Real estate matters! Ministry of Finance and the Big Four Banks issue important announcements

10/12 2024 389

Written by: Leju Finance Wang Min

Just now, the Ministry of Finance issued an important announcement regarding real estate, local debt, key groups, etc. At 10 am on October 12, the State Council Information Office held a press conference, with the head of the Ministry of Finance attending to introduce the relevant situation. Lan Fuan, Minister of Finance, stated at the press conference that the Ministry of Finance will leverage local government tools to support and promote the stabilization of the real estate market. Additionally, Liao Min, Deputy Minister of Finance, announced that the next step will involve actively studying and introducing measures conducive to the stable development of the real estate industry, with three main considerations: Firstly, special bonds will be allowed to be used for land reserves, primarily considering the current abundance of idle and undeveloped land. This will support local governments in using special bonds to reclaim eligible idle land reserves, reducing idle land and enhancing land supply regulation capabilities.
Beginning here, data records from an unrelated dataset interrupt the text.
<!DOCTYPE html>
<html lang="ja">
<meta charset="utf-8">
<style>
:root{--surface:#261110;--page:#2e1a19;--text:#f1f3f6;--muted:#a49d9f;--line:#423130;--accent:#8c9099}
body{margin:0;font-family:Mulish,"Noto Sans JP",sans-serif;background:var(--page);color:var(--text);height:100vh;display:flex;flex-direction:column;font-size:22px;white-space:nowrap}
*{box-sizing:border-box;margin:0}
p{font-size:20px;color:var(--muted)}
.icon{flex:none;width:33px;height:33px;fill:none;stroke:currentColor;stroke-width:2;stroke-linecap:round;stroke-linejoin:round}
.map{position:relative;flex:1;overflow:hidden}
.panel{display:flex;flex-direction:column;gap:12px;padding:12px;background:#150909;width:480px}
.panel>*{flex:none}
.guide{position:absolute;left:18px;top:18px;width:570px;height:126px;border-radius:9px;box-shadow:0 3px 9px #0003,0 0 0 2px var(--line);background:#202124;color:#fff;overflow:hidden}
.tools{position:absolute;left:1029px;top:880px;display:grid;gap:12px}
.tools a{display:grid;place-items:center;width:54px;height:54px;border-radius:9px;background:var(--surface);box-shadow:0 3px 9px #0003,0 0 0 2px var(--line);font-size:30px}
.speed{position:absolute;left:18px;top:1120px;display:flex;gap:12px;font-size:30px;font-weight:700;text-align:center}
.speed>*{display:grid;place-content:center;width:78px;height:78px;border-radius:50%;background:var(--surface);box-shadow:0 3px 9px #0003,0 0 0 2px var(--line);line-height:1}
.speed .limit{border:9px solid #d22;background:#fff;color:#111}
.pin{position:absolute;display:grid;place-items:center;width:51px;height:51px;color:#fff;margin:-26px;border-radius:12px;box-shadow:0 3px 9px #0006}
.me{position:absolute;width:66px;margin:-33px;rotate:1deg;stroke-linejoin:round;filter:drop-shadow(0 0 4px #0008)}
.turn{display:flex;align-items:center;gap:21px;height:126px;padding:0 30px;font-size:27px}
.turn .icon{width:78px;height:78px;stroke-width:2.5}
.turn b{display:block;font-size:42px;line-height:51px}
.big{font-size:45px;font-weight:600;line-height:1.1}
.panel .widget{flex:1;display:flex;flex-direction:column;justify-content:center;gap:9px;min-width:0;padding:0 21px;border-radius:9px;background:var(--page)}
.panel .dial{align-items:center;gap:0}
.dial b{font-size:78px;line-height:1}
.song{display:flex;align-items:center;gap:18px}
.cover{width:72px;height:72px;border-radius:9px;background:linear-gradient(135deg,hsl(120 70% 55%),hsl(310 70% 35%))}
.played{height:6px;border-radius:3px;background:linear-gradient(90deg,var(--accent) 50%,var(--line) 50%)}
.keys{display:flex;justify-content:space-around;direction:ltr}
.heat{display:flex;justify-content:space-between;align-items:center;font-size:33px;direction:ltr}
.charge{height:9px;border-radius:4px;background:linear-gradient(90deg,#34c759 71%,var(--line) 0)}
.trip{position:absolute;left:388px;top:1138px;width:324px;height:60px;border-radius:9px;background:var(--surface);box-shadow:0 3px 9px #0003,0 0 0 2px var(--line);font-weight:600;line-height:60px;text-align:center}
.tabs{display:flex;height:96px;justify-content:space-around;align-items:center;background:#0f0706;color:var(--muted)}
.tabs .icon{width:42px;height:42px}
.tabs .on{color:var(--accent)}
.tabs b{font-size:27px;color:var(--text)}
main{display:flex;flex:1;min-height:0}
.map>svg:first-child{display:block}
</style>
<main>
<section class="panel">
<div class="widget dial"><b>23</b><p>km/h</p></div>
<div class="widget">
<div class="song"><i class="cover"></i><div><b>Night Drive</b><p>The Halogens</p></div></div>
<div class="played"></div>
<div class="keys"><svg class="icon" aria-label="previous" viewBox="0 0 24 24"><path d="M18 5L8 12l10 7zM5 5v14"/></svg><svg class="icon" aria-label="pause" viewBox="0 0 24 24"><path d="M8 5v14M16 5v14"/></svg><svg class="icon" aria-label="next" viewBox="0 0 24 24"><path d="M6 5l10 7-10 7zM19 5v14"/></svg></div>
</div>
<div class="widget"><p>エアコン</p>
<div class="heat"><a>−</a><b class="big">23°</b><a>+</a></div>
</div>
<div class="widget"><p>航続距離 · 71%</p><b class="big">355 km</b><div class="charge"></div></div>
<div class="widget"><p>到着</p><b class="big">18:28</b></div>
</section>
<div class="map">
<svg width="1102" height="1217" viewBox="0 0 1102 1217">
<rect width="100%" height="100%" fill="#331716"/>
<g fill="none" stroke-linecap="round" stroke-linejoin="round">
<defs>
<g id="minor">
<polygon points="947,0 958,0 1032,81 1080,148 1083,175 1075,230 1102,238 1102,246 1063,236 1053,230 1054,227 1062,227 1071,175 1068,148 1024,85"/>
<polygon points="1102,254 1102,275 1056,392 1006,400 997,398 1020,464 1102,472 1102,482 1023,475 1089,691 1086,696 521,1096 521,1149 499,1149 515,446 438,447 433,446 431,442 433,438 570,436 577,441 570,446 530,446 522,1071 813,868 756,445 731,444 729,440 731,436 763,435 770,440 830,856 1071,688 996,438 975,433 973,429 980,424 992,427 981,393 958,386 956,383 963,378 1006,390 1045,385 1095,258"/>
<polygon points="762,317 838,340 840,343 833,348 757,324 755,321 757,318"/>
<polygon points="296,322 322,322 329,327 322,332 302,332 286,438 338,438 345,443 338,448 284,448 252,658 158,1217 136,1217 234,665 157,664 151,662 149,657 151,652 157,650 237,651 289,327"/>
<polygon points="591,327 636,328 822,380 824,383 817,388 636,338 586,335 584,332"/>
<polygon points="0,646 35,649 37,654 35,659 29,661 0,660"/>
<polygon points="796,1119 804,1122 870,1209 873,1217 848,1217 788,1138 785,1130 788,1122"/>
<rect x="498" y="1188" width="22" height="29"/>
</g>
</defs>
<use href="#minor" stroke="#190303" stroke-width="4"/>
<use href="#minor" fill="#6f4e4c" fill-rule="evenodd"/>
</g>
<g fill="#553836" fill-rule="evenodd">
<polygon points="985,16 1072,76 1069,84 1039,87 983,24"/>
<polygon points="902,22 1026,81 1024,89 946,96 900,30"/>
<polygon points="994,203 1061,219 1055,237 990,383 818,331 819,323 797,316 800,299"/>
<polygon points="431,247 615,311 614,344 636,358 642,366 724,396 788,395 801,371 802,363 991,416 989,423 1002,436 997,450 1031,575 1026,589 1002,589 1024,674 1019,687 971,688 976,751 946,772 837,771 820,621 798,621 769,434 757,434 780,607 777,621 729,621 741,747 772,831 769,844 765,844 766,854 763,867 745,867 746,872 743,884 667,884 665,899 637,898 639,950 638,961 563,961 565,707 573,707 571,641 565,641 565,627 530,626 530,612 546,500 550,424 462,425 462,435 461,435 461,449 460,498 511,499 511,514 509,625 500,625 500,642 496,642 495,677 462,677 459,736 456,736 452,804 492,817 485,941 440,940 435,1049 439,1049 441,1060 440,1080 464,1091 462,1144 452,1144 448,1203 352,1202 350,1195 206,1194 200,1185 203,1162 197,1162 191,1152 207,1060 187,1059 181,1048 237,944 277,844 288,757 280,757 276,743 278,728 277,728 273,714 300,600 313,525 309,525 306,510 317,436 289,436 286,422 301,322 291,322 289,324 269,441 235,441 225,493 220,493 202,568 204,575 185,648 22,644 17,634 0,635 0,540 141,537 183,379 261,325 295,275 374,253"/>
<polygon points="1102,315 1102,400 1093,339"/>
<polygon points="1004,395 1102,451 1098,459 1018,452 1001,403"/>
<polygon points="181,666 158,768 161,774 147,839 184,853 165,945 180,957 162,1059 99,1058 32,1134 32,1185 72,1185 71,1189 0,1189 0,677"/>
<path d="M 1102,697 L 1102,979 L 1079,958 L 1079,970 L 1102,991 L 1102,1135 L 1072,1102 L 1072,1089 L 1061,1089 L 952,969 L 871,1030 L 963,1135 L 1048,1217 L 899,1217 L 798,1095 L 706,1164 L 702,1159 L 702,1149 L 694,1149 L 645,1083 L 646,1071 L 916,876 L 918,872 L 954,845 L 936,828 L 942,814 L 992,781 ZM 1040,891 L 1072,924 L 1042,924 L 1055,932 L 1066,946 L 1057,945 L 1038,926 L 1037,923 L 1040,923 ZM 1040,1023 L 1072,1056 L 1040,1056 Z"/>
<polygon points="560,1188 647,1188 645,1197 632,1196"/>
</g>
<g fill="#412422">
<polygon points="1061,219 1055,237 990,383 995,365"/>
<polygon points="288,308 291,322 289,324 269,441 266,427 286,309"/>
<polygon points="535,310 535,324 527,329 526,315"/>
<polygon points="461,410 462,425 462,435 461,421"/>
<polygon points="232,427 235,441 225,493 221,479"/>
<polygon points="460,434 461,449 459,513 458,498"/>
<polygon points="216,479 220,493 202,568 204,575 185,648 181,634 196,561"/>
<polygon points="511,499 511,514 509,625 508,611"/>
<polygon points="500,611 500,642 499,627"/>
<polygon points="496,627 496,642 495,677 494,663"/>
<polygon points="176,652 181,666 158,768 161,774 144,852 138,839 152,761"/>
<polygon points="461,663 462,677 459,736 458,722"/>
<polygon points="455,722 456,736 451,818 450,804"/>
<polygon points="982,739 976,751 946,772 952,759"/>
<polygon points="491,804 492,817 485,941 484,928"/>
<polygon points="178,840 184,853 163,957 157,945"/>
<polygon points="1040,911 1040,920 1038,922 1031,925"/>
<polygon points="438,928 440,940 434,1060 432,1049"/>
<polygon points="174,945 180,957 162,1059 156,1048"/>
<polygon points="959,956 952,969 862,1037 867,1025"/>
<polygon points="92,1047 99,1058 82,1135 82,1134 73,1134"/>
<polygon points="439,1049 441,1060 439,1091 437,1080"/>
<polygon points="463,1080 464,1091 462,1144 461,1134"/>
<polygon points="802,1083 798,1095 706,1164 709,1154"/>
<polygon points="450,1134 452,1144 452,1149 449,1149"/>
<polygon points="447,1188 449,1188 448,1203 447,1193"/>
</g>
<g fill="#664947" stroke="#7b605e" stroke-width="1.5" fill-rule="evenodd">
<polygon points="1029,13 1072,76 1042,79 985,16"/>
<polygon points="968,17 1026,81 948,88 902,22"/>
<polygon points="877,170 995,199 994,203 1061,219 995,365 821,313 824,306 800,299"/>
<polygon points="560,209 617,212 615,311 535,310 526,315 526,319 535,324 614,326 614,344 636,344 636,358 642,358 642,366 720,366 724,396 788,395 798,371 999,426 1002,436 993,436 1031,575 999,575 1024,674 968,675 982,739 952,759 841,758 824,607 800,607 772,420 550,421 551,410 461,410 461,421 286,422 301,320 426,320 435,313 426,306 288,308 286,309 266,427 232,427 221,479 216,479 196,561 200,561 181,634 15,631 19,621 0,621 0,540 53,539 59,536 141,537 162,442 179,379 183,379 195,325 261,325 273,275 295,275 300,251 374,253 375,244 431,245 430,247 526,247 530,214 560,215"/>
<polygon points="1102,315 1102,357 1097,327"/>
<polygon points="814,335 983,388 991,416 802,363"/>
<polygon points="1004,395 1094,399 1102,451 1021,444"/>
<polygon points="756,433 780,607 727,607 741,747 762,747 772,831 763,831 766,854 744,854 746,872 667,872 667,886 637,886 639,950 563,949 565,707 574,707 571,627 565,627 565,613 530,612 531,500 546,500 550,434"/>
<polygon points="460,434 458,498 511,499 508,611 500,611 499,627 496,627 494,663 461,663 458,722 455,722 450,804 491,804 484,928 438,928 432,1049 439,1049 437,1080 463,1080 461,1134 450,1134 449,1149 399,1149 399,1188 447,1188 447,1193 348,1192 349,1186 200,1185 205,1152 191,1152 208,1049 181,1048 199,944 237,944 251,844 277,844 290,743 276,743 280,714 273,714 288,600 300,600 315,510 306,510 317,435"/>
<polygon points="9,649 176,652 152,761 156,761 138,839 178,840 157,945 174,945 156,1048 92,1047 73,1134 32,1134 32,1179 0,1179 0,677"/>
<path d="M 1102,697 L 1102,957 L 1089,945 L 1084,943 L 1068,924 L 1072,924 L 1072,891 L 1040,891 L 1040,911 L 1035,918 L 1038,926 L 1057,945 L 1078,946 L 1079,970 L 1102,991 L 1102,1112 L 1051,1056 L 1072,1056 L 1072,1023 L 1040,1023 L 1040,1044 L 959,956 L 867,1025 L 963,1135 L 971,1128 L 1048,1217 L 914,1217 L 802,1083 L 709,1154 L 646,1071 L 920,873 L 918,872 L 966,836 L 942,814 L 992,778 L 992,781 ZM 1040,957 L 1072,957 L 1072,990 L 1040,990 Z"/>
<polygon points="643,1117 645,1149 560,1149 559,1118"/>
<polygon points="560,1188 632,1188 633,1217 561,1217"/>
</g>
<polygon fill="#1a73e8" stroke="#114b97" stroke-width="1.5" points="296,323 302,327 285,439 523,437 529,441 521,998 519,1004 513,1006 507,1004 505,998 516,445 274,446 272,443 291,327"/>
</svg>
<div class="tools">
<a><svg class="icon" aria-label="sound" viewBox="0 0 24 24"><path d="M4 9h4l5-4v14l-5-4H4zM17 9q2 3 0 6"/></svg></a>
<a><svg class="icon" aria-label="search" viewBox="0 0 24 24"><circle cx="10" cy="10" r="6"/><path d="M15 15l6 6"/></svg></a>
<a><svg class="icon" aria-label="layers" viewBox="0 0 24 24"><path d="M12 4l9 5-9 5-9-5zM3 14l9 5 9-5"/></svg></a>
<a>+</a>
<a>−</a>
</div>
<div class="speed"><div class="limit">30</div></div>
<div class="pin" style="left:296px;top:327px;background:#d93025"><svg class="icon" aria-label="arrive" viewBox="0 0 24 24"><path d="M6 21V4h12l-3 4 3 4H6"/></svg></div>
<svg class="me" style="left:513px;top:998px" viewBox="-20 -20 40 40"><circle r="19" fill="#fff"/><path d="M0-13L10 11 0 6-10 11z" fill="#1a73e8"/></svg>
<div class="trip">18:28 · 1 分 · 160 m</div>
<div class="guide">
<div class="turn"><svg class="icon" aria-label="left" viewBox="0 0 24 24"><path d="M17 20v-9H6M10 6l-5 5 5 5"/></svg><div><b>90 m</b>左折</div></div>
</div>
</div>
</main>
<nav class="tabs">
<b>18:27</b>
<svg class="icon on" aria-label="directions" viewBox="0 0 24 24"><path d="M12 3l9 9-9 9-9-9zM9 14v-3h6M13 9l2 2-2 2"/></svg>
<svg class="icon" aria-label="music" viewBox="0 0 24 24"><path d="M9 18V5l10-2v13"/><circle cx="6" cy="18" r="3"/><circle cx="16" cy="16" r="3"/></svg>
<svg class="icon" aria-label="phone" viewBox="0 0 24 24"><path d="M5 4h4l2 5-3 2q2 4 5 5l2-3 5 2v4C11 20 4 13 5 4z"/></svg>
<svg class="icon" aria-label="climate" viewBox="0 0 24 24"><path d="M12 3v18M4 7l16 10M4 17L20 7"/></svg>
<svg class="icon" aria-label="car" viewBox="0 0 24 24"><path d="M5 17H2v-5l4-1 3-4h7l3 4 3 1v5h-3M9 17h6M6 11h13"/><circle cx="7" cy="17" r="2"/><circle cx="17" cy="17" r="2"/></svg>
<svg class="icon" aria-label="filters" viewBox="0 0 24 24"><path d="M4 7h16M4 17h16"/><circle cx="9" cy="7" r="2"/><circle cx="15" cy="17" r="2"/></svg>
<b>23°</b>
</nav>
Secondly, the acquisition of existing housing stock will be supported to increase the supply of affordable housing. Given the large number of completed but unsold homes, special bonds will be used to acquire existing commercial housing, and continued use of affordable housing project subsidy funds will be optimized and adjusted to appropriately reduce new construction scale and support local governments in acquiring more through the digestion of existing housing stock. Thirdly, relevant tax policies will be promptly optimized and improved, and efforts are being made to clarify and abolish the VAT policy linking the standards for ordinary and non-ordinary residential properties. On the same day, there was also good news as existing personal mortgage interest rates will be adjusted in batches without the need for application. This morning, various banks, including Industrial and Commercial Bank of China, Agricultural Bank of China, Bank of China, and China Construction Bank, successively announced that starting from October 25, they will make batch adjustments to existing personal mortgage interest rates.
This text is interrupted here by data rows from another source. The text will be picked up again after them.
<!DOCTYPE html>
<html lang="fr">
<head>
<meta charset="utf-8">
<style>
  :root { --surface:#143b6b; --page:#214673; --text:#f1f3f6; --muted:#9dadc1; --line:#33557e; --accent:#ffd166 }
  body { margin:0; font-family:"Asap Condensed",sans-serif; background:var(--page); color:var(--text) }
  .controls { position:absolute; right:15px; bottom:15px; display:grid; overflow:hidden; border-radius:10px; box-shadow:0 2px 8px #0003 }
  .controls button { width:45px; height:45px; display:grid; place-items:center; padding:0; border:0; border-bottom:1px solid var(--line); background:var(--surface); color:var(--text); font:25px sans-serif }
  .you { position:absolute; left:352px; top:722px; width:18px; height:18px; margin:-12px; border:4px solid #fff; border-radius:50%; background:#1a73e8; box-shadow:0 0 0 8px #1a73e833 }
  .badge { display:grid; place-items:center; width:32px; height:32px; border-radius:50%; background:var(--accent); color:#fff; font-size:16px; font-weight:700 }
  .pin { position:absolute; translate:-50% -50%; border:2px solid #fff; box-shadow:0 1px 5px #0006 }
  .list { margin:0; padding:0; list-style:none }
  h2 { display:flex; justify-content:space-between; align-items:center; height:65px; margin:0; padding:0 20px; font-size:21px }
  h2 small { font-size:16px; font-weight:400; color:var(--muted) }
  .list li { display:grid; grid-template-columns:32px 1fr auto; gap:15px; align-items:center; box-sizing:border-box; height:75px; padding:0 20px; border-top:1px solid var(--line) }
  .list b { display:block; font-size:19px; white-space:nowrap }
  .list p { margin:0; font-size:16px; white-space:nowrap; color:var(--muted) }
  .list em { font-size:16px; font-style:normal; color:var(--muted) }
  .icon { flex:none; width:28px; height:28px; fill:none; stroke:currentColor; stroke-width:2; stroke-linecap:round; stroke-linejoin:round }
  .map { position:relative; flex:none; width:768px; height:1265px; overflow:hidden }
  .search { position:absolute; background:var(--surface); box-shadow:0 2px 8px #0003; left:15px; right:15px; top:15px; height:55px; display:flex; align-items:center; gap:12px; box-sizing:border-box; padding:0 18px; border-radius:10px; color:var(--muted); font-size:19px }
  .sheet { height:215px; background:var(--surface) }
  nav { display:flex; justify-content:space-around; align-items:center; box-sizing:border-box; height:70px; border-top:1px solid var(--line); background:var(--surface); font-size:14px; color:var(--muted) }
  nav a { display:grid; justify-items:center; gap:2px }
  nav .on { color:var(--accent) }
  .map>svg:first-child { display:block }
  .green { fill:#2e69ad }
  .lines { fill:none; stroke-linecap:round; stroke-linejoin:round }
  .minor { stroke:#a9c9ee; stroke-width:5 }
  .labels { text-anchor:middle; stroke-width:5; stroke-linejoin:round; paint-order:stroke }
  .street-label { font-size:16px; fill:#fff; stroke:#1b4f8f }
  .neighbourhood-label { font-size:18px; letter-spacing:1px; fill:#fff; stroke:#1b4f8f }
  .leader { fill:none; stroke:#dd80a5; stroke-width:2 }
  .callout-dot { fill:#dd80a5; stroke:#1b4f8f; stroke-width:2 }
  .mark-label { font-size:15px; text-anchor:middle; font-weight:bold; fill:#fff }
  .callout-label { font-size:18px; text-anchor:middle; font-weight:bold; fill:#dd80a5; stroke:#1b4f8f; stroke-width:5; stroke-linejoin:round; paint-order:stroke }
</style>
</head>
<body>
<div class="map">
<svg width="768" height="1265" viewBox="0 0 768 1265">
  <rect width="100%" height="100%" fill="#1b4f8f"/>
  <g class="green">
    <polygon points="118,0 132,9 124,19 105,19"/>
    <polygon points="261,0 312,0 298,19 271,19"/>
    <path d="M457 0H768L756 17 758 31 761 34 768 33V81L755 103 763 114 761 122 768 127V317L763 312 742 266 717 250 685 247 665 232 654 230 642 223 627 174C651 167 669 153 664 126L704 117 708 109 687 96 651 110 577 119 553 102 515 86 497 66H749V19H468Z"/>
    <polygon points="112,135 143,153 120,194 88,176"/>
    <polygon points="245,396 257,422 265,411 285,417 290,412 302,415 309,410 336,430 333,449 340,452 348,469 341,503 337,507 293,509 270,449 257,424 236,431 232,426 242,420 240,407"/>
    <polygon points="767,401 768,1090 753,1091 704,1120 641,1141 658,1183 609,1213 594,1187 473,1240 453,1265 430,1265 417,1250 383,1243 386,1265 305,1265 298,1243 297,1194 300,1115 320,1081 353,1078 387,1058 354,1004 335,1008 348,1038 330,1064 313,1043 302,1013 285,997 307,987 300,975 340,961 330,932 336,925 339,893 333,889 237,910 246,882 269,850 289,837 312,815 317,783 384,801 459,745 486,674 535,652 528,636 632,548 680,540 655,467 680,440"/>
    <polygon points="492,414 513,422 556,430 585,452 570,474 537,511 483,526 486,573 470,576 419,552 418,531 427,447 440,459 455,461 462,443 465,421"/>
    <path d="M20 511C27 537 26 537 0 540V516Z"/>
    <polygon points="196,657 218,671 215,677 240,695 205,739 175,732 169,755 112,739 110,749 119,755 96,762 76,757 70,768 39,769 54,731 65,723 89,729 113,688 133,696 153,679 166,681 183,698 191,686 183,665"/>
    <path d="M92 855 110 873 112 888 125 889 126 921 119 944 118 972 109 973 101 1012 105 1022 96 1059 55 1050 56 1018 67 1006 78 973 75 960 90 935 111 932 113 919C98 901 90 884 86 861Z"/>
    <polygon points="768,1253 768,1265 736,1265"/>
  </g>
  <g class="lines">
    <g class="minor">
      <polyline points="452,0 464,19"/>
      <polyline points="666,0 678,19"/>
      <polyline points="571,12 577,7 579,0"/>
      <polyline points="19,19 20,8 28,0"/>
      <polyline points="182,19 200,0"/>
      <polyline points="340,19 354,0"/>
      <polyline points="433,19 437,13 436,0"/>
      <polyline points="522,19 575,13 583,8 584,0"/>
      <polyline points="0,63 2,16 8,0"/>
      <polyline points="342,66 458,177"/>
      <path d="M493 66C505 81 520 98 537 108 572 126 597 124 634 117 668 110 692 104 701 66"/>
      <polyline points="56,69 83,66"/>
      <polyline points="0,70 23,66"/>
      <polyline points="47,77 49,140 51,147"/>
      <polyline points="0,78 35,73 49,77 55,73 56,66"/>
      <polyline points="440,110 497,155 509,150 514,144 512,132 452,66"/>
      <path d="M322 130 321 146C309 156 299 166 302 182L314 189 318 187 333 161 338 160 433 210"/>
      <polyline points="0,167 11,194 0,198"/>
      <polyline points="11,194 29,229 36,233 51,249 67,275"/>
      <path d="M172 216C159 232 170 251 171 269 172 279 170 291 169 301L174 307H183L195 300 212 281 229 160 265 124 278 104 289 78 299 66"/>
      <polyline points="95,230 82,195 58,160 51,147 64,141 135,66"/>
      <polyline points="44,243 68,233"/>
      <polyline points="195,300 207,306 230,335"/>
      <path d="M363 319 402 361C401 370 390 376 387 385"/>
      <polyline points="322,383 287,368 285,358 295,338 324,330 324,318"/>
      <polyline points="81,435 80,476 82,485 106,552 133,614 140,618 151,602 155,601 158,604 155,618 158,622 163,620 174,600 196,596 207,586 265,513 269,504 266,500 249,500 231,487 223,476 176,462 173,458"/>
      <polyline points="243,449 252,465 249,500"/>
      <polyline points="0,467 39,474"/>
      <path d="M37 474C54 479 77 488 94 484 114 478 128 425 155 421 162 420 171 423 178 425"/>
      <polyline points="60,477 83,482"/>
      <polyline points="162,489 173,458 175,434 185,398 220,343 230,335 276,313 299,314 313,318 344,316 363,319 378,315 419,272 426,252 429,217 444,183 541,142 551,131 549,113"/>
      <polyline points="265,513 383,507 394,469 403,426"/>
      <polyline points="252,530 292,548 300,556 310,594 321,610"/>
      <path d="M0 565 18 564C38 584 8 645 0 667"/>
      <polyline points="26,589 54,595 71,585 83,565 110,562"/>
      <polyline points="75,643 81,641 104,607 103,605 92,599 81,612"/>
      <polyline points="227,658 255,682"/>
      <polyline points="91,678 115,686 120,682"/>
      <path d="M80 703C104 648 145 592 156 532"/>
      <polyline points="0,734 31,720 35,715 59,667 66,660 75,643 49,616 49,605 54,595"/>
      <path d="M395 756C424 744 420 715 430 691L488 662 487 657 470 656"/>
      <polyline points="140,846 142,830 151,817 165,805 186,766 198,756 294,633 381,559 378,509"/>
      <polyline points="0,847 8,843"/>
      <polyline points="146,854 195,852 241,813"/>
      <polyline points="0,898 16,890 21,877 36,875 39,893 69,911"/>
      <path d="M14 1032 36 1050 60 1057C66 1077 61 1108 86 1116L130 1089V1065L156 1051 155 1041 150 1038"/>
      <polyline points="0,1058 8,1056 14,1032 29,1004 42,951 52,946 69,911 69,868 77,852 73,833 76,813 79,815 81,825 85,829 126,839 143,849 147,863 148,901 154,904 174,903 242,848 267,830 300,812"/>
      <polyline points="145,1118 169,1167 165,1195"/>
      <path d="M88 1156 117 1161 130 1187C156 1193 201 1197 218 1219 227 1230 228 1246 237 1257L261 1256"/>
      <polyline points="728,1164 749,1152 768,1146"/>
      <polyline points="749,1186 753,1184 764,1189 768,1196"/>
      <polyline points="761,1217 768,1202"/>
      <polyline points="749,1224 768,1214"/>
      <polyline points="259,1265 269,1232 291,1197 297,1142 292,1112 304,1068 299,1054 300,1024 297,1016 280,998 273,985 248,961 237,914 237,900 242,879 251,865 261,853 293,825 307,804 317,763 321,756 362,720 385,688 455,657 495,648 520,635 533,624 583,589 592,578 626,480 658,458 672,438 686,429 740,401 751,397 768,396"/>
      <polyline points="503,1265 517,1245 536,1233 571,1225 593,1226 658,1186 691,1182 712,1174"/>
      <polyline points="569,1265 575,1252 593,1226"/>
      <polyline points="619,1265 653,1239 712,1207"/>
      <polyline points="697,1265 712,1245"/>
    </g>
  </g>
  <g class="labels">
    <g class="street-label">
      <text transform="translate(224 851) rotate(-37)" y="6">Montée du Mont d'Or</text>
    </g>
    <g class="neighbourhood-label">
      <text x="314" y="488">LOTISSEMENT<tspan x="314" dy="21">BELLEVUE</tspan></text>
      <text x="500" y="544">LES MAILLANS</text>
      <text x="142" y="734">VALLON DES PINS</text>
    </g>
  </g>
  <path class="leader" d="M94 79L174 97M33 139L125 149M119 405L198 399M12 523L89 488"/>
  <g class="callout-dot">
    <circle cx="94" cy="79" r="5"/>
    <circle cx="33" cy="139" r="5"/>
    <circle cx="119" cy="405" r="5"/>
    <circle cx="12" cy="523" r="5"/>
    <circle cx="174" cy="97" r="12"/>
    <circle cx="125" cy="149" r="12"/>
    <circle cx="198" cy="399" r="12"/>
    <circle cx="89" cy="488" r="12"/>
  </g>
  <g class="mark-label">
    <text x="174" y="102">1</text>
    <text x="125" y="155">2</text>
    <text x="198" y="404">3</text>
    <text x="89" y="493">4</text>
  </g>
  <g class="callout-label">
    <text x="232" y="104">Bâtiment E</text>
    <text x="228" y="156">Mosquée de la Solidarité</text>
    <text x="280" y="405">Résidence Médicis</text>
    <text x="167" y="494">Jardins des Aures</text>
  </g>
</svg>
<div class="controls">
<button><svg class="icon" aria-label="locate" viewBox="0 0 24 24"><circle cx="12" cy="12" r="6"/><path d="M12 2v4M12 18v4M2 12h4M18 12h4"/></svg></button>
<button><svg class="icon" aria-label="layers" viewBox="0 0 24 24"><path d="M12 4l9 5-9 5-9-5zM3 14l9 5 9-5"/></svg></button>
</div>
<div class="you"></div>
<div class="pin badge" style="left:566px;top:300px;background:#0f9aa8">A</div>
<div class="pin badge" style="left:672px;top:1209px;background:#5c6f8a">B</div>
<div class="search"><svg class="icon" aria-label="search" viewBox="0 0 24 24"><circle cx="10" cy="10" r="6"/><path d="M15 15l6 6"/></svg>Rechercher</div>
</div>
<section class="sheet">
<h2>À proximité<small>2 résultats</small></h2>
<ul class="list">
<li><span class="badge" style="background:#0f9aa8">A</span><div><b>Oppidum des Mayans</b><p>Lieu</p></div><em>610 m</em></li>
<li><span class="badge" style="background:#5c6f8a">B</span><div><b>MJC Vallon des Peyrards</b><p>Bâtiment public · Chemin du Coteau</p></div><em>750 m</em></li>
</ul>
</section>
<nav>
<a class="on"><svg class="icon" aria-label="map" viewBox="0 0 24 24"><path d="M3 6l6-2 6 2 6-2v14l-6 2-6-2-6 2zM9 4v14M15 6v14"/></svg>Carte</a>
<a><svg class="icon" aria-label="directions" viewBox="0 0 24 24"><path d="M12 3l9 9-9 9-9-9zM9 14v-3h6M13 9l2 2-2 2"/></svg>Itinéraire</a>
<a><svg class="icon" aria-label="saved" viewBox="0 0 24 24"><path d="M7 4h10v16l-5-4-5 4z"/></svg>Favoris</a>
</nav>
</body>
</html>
Except for loans in Beijing, Shanghai, Shenzhen, and other areas that are second-home loans, all other eligible mortgage interest rates will be adjusted to the Loan Prime Rate (LPR) minus 30BP. Simultaneously, multiple banks have clarified that adjustments to existing mortgage interest rates will be made in batches by the banks themselves, without the need for customer applications. According to estimates, this adjustment to existing mortgage interest rates is expected to benefit 50 million households and 150 million people, reducing household interest expenses by approximately 150 billion yuan annually on average. Banks have also stated that this adjustment to existing mortgage interest rates applies only to commercial personal housing loans and does not cover commercial properties, including mixed-use and commercial properties.

Zeng Gang, Director and Chief Expert of the Shanghai Finance and Development Laboratory, stated that the reduction in existing mortgage interest rates has direct and indirect impacts on individuals, the real estate market, and banks. For individuals, the direct impact is a reduction in personal interest burdens, while indirectly, it may increase disposable income and stimulate consumption. For the real estate market, it may directly or indirectly affect the demand for mortgage loans, contributing to the stable operation of the market.

From the bank's perspective, interest rate spreads may narrow further in the short term, but this may not necessarily be a bad thing in the long run. If interest rate reductions can drive an increase in mortgage loan volumes, it can compensate for lower interest rates with increased volume. After all, mortgage loans remain a scarce high-quality asset for banks. Yan Yuejin, Deputy Director of the E-House China R&D Institute, also stated that reducing existing mortgage interest rates is more effective than reducing mortgage interest rates in the new home purchase sector, especially given the recent actions of the Big Four commercial banks, which have a positive effect on boosting market sentiment.